À Qennarit, au Liban-Sud, un habitant sur les ruines de sa maison. Photo d'archives Mohammad Yassine/L’Orient-Le Jour
Les habitants de quinze villages du Liban-Sud, dont plusieurs localités chrétiennes -Rmeich, Aïn Ebel, Debel et Qlayaa- ont adressé une lettre jeudi au Premier ministre Nawaf Salam, demandant protection ainsi que des corridors humanitaires pour l'acheminement de denrées alimentaires et de médicaments.
« Nous avons choisi de rester dans nos localités », peut-on lire dans le texte appelant le chef du gouvernement à « assurer la protection des habitants qui tiennent bon », et réclamant le déploiement de « militaires des Forces de sécurité intérieure (FSI) et de l’armée ». Ils demandent également d’assurer « des corridors humanitaires pour l’acheminement des denrées alimentaires, des médicaments, du lait pour enfants, des carburants et d’autres produits essentiels à la vie quotidienne, afin de soutenir la résilience et la continuité des habitants ».
Contacté par notre correspondant au Liban-Sud, le président de la municipalité de Rmeich explique que M. Salam « a accordé une grande attention aux demandes et fera son possible pour y pourvoir ».
« Obligation d’ouvrir des corridors humanitaires »
Cet appel a eu un écho dans le prêche jeudi du patriarche maronite, Béchara Raï. « Nous rappelons également l’obligation, en droit international, d’ouvrir des corridors humanitaires vers les populations assiégées et celles qui tiennent bon dans leurs foyers et leurs localités, afin d’acheminer denrées alimentaires, médicaments et biens de première nécessité », a-t-il exhorté.
De son côté, le ministre de l'Information, Paul Morcos, a également indiqué à la chaîne saoudienne Al-Hadath que les villages au Liban-Sud « avaient besoin d’un corridor humanitaire permanent, ainsi que d’attention, de suivi et de vigilance afin que leurs habitants puissent y rester ».

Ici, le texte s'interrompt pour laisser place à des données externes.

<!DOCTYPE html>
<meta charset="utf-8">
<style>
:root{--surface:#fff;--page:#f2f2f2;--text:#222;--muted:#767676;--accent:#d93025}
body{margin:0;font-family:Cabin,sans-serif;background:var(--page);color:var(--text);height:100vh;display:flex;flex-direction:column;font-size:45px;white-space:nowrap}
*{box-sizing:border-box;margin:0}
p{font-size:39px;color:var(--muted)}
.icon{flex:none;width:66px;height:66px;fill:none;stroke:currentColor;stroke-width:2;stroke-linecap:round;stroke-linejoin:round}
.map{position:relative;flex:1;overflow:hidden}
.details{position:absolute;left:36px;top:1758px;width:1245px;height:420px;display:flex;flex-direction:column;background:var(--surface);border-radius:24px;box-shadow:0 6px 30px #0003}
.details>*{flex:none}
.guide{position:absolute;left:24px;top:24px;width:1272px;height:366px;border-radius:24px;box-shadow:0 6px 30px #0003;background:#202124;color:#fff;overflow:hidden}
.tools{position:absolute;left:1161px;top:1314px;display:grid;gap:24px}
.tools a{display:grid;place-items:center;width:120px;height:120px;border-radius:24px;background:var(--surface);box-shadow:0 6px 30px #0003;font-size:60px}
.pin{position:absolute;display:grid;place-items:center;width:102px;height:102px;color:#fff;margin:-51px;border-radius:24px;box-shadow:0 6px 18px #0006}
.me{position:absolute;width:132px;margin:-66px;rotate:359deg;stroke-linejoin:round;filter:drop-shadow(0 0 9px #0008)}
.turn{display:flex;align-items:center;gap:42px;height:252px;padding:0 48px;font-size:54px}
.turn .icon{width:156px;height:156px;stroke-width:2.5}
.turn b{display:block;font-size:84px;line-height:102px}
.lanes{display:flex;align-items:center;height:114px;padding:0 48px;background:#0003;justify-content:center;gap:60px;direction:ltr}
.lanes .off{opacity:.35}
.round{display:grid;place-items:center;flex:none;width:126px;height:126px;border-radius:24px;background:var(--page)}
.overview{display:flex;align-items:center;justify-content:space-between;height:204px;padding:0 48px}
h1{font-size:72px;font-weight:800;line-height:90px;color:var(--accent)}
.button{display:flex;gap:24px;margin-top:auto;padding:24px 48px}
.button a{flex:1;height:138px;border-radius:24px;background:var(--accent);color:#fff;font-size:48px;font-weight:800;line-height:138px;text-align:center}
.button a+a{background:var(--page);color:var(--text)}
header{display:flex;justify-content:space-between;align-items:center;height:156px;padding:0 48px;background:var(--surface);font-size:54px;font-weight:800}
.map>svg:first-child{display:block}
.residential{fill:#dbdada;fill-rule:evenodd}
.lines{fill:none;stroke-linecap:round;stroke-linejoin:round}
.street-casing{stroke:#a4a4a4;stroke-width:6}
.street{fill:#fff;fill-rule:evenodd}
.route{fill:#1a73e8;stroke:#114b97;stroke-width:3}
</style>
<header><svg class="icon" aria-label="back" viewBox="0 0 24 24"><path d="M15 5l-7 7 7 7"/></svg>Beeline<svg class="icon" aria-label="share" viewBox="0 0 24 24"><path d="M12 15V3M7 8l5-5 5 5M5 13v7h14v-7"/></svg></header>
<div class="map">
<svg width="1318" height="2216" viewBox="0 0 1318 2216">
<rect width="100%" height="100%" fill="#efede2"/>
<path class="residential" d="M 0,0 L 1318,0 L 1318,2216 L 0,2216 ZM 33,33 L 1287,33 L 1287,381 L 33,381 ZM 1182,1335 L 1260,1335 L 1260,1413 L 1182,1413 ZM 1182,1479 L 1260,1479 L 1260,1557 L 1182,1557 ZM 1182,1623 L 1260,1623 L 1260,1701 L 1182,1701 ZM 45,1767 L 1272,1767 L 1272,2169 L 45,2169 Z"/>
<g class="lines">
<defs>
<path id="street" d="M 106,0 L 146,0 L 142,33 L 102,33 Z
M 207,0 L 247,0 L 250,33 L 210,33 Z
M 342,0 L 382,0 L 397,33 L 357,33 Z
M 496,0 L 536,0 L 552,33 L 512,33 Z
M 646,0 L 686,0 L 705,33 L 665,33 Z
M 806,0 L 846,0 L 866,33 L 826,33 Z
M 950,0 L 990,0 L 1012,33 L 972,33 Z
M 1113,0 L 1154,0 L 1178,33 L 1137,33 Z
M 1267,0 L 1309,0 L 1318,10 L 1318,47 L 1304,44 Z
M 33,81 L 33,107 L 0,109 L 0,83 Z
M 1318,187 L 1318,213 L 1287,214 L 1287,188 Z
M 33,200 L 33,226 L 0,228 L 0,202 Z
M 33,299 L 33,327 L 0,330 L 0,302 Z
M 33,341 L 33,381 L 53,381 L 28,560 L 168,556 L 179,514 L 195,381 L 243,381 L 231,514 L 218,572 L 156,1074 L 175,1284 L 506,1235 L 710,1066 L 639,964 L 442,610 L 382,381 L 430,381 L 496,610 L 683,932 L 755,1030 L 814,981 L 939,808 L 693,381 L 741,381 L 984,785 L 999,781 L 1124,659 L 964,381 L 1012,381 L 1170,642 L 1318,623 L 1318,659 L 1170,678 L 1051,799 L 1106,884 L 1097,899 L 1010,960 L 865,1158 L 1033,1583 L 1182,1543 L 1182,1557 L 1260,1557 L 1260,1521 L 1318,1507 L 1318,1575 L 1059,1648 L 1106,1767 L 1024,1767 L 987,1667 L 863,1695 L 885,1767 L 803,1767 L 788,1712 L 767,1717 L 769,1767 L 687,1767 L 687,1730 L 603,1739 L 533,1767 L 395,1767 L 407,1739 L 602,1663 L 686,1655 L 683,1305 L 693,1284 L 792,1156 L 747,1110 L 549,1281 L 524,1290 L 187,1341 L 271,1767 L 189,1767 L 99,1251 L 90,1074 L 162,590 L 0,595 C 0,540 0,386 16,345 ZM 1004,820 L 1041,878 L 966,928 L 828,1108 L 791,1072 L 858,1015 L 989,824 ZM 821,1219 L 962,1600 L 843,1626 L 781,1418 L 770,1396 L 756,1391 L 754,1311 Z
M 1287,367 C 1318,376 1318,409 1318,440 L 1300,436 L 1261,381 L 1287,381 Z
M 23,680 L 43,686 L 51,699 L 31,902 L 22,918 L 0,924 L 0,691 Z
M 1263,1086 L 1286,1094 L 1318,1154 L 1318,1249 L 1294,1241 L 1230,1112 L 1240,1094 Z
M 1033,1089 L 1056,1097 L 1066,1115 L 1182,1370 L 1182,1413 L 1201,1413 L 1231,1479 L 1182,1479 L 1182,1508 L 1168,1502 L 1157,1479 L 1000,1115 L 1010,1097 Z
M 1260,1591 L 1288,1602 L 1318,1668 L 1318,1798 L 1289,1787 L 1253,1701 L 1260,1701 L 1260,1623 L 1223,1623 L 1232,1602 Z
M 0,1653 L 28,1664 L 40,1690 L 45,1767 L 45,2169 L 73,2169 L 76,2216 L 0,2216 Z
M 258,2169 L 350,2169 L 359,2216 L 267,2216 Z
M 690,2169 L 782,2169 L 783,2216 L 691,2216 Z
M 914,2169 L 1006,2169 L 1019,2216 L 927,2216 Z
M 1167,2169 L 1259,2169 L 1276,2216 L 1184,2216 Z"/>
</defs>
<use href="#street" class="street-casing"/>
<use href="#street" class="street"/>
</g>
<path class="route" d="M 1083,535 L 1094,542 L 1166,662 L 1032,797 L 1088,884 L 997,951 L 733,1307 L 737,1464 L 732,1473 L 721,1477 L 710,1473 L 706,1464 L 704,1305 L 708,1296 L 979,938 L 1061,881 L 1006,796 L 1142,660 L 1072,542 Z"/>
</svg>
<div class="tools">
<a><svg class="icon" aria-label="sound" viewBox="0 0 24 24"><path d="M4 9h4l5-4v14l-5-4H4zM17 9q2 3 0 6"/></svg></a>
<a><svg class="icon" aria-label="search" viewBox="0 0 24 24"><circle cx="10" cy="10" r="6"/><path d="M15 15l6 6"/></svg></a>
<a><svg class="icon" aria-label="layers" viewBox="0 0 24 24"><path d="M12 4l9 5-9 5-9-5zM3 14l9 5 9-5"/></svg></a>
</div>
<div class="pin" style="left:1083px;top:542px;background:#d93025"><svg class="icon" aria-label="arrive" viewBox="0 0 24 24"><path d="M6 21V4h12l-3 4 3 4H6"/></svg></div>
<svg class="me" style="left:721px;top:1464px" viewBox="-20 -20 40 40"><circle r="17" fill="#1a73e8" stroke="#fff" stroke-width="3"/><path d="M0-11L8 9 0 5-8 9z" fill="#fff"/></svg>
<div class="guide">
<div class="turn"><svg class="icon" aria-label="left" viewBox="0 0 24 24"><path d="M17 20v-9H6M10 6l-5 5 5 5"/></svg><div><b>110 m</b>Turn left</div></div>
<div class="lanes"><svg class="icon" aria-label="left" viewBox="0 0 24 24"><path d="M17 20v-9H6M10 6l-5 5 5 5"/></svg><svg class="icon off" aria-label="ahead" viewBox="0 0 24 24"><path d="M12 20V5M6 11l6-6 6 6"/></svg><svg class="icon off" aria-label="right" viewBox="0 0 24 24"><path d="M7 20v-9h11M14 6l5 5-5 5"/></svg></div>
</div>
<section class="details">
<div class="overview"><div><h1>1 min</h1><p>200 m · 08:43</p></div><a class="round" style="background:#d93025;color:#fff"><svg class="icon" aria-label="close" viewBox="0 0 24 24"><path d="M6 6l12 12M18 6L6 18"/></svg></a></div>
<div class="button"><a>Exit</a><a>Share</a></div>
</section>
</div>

Mercredi, les évêques maronites avaient appelé la Force intérimaire des Nations unies au Liban (Finul) à protéger les civils et leur assurer les approvisionnements nécessaires, alors qu'il ne reste qu'une seule route permettant de relier le sud du Liban au reste du pays, au nord de Tyr, et que les déplacements des habitants sont régulièrement ciblés, comme cela a été le cas la semaine dernière lorsqu'un père et son fils qui circulaient entre Rmeich et Debel ont été tués. L'appel des évêques a été secondé par le député Melhem Khalaf (Beyrouth - Contestation), qui a incité les responsables libanais à exhorter l'ONU et les « relations internationales du Liban » à ouvrir des corridors humanitaires vers les villages du Sud.